Kafka Docker JVM New Relic JMX
New Relic does not offer direct instrumentation of a Kafka cluster, there are no extensions nor plugins that allow you to see the health and monitor the state of the Kafka Cluster. The team at New Relic have provided guidance on how to monitor producer and consumers with a great blog titled Kafkapocalypse.
Although this is a great start, we wanted some more insight into the Kafka cluster itself. This blog assumes you have a basic understanding of Kafka and will not provide an overview of the technology, the internet is full of great explanations and learning materials, so head over to Confluent first, if you are completely new to Kafka.
As previously mentioned there is no direct instrumentation on Kafka, however Kafka does expose an extensive set of JMX metrics providing visibility in to the stack. After some experimentation we found two options to pushing these JMX metrics to New Relic:
The guys over at 3Legs have created a Plugin that essentially allows you to connect to a remote JMX port, read the configured metrics and push them to New Relic.
Pros | Cons |
---|---|
This plugin can be run alongside an existing Kafka Cluster without changing how it is deployed, this may be beneficial in certain circumstances as the process could run using the sidecar pattern. | Configuration is a little clunky and project looks to be stale. Even though there has not been any activity on the project for the last few years it is still fully functional. |
Explicit metric config | |
Pushes NR Metrics not Events |
If you have full control over how your Kafka cluster is deployed you may want to consider attaching the New Relic Java Agent. The agent allows you to connect to the JMX port from the same process as Kafka. The agent will read any metrics specified in the config and push them to New Relic.
Pros | Cons |
---|---|
The agent instruments the Kafka JVM process, so no separate process to manage. | Requires changes to how Kafka is deployed. |
The agent is actively maintained and supported. | Explicit metric config |
Pushes NR Metrics not Events |
I have created a sample repository that shows these two implementations in action, checkout the codebase on github.

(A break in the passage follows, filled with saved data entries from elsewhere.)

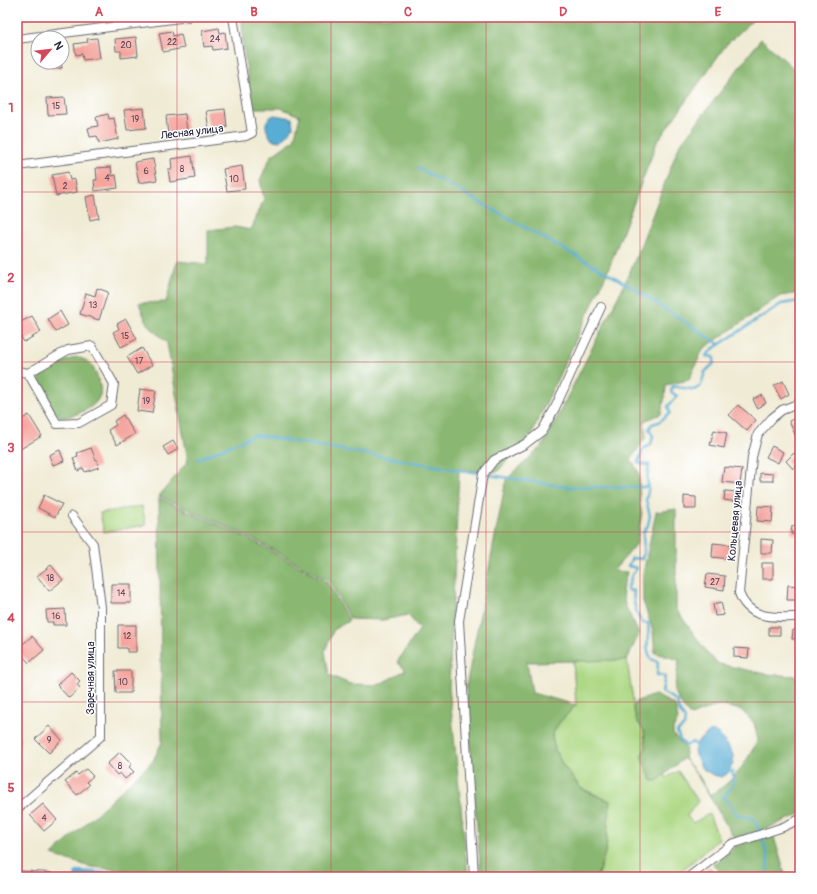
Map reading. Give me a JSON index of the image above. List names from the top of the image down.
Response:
{
  "streets": {
    "street": ["Лесная улица", "Кольцевая улица", "Заречная улица"]
  },
  "house_numbers": [
    "24",
    "22",
    "20",
    "15",
    "19",
    "8",
    "6",
    "4",
    "10",
    "2",
    "13",
    "15",
    "17",
    "19",
    "18",
    "27",
    "14",
    "16",
    "12",
    "10",
    "9",
    "8",
    "4"
  ],
  "north": "top right",
  "grid": {
    "columns": [
      "A",
      "B",
      "C",
      "D",
      "E"
    ],
    "rows": [
      "1",
      "2",
      "3",
      "4",
      "5"
    ]
  }
}
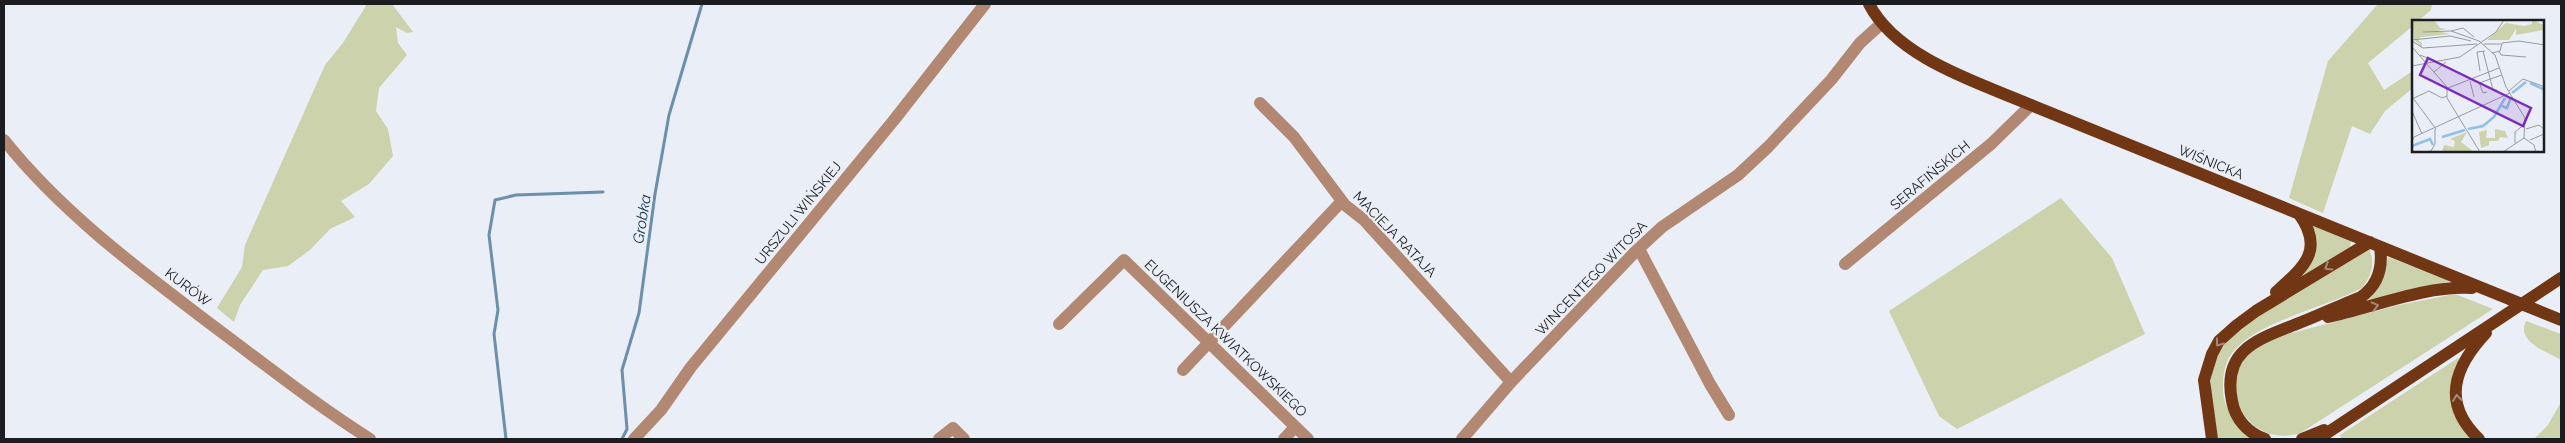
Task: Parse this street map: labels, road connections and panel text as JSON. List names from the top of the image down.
{
  "streets": {
    "main road": ["WIŚNICKA"],
    "street": [
      "SERAFIŃSKICH",
      "URSZULI WIŃSKIEJ",
      "MACIEJA RATAJA",
      "WINCENTEGO WITOSA",
      "KURÓW",
      "EUGENIUSZA KWIATKOWSKIEGO"
    ]
  },
  "crossings": [
    ["WIŚNICKA", "SERAFIŃSKICH"],
    ["WIŚNICKA", "WINCENTEGO WITOSA"],
    ["MACIEJA RATAJA", "WINCENTEGO WITOSA"]
  ],
  "water": ["Grobka"]
}
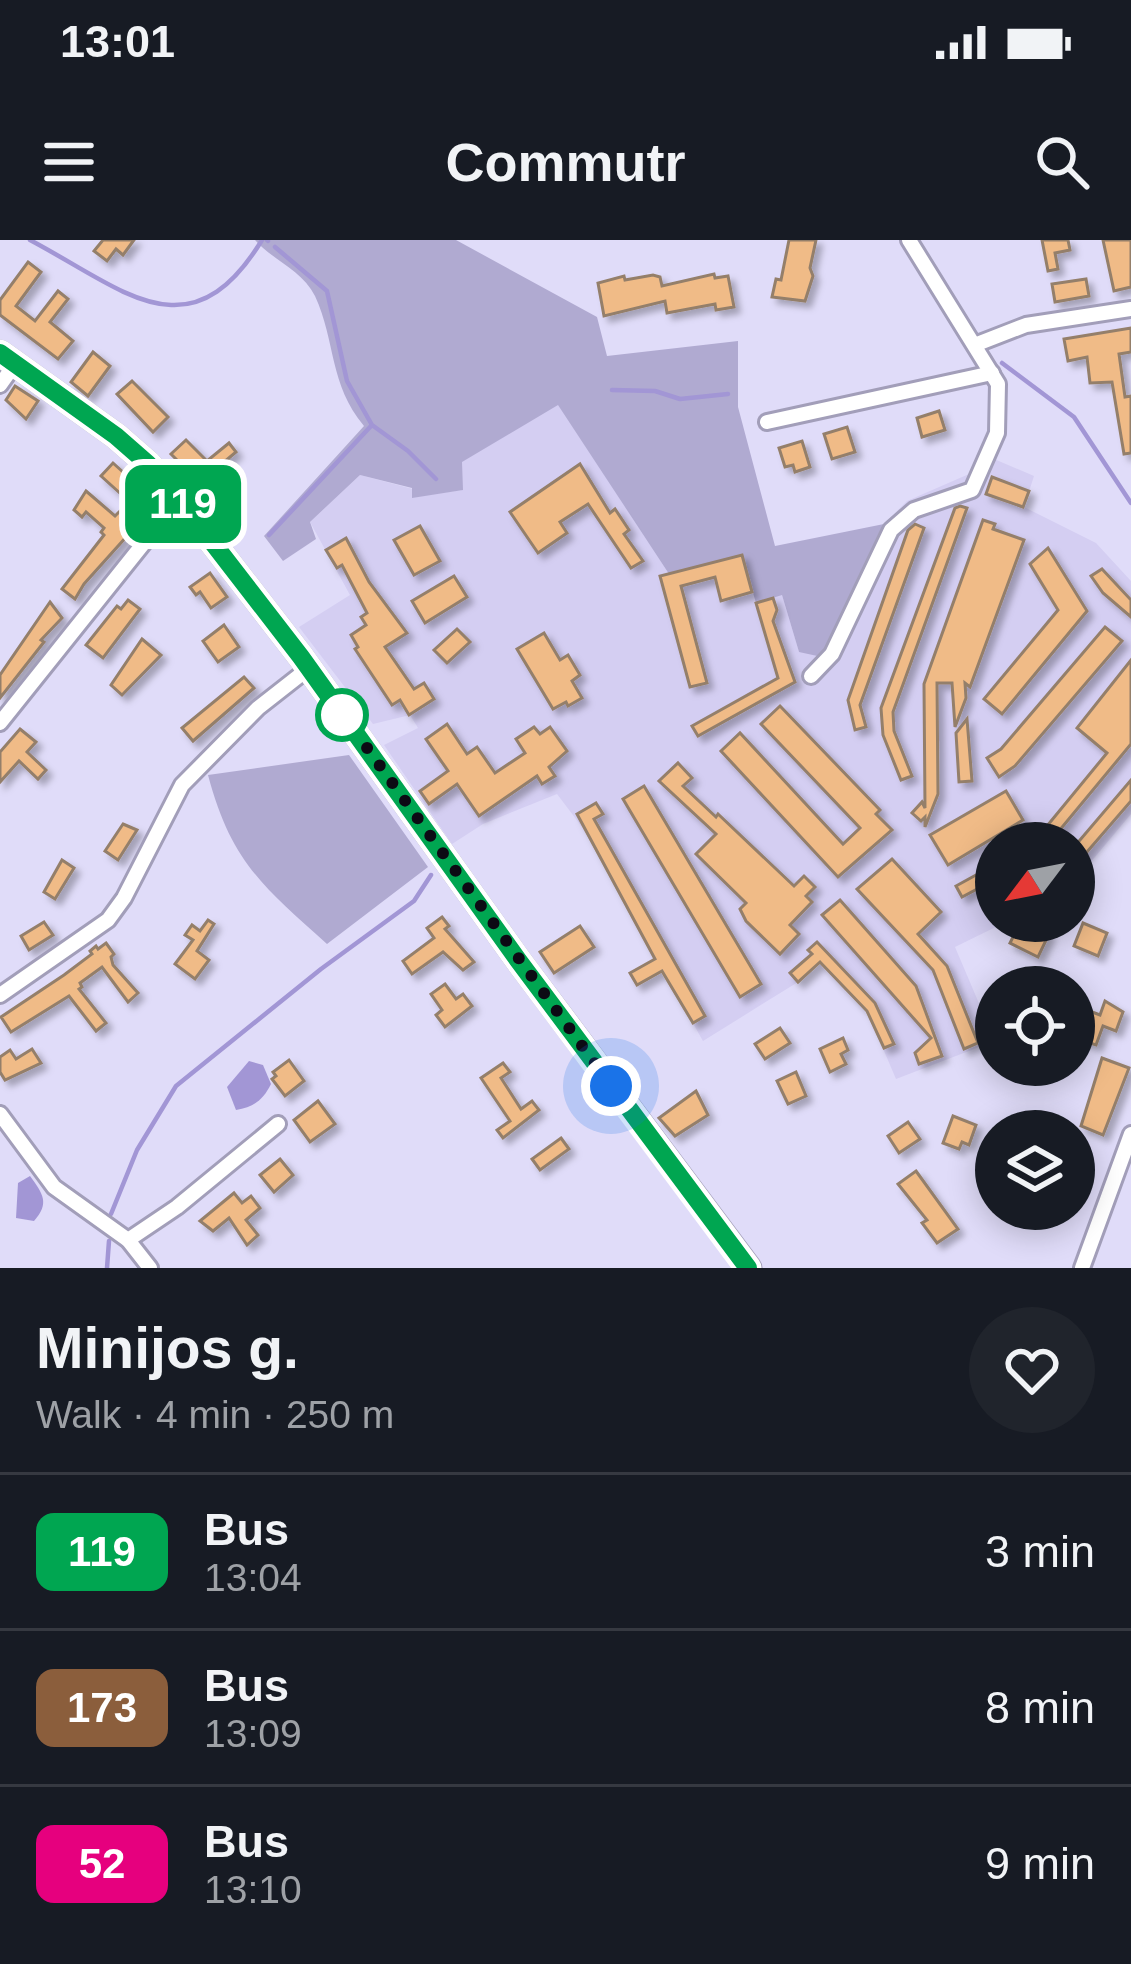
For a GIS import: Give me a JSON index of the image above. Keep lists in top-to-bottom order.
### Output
{
  "lines": ["bus line 119"],
  "north": "bottom left",
  "page": {
    "status": "13:01",
    "header": "Commutr",
    "on_map": "119",
    "heading": ["Minijos g.", "Walk · 4 min · 250 m"],
    "list": [
      {
        "mark": "119",
        "name": "Bus",
        "note": "13:04",
        "value": "3 min"
      },
      {
        "mark": "173",
        "name": "Bus",
        "note": "13:09",
        "value": "8 min"
      },
      {
        "mark": "52",
        "name": "Bus",
        "note": "13:10",
        "value": "9 min"
      }
    ]
  }
}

Follow the setup instructions in the readme to test both variants of the Kafka instrumentation, The repo contains a docker compose file that starts a Kafka node with exposed JMX ports, metrics are then pushed to New Relic and can be graphed in Insights.

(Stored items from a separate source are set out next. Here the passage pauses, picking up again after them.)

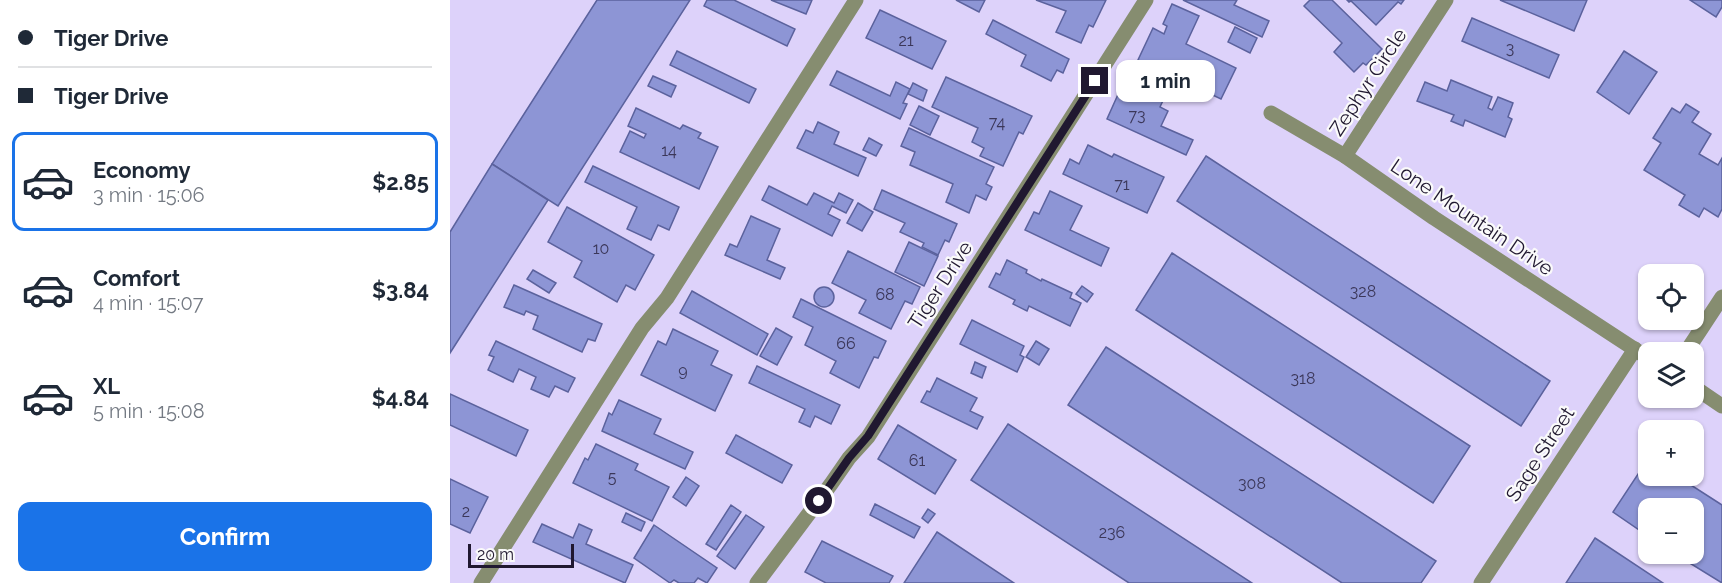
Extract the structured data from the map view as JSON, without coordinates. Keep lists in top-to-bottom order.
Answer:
{
  "streets": {
    "street": [
      "Zephyr Circle",
      "Lone Mountain Drive",
      "Tiger Drive",
      "Sage Street"
    ]
  },
  "crossings": [
    ["Zephyr Circle", "Lone Mountain Drive"],
    ["Lone Mountain Drive", "Sage Street"]
  ],
  "house_numbers": [
    "21",
    "3",
    "73",
    "74",
    "14",
    "71",
    "10",
    "328",
    "68",
    "66",
    "9",
    "318",
    "61",
    "5",
    "308",
    "2",
    "236"
  ],
  "scale_bar": "20 m",
  "page": {
    "banner": ["Tiger Drive", "Tiger Drive"],
    "bubble": "1 min",
    "list": [
      {
        "name": "Economy",
        "note": "3 min · 15:06",
        "value": "$2.85"
      },
      {
        "name": "Comfort",
        "note": "4 min · 15:07",
        "value": "$3.84"
      },
      {
        "name": "XL",
        "note": "5 min · 15:08",
        "value": "$4.84"
      }
    ],
    "map_buttons": ["+", "−"],
    "buttons": "Confirm",
    "scale": "20 m"
  }
}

Once you have followed the setup instructions you can start pushing some data to Kafka so that the graphs we will create next, contain some data.
Given that you have configured the demo setup and are testing one of the options outlined above, you should be pushing data to New Relic.
Ensure the JMX metrics are being exposed by opening jconsole
and connecting to the JMX port of the running Kafka, you can then explore the metrics.
jconsole {LOCAL_IP}:7203
Lets push some data through Kafka so that we can see some activity in our dashboards. In two separate terminal windows navigate to the directory where you cloned the repository, in one of the windows launch the following command,
kafka-new-relic-integration > sh ./scripts/consumer.sh
in the other window launch the following command,
kafka-new-relic-integration > sh ./scripts/producer.sh
you can then type any message into the terminal, this will be pushed to Kafka and consumed by the consumer in the other terminal window.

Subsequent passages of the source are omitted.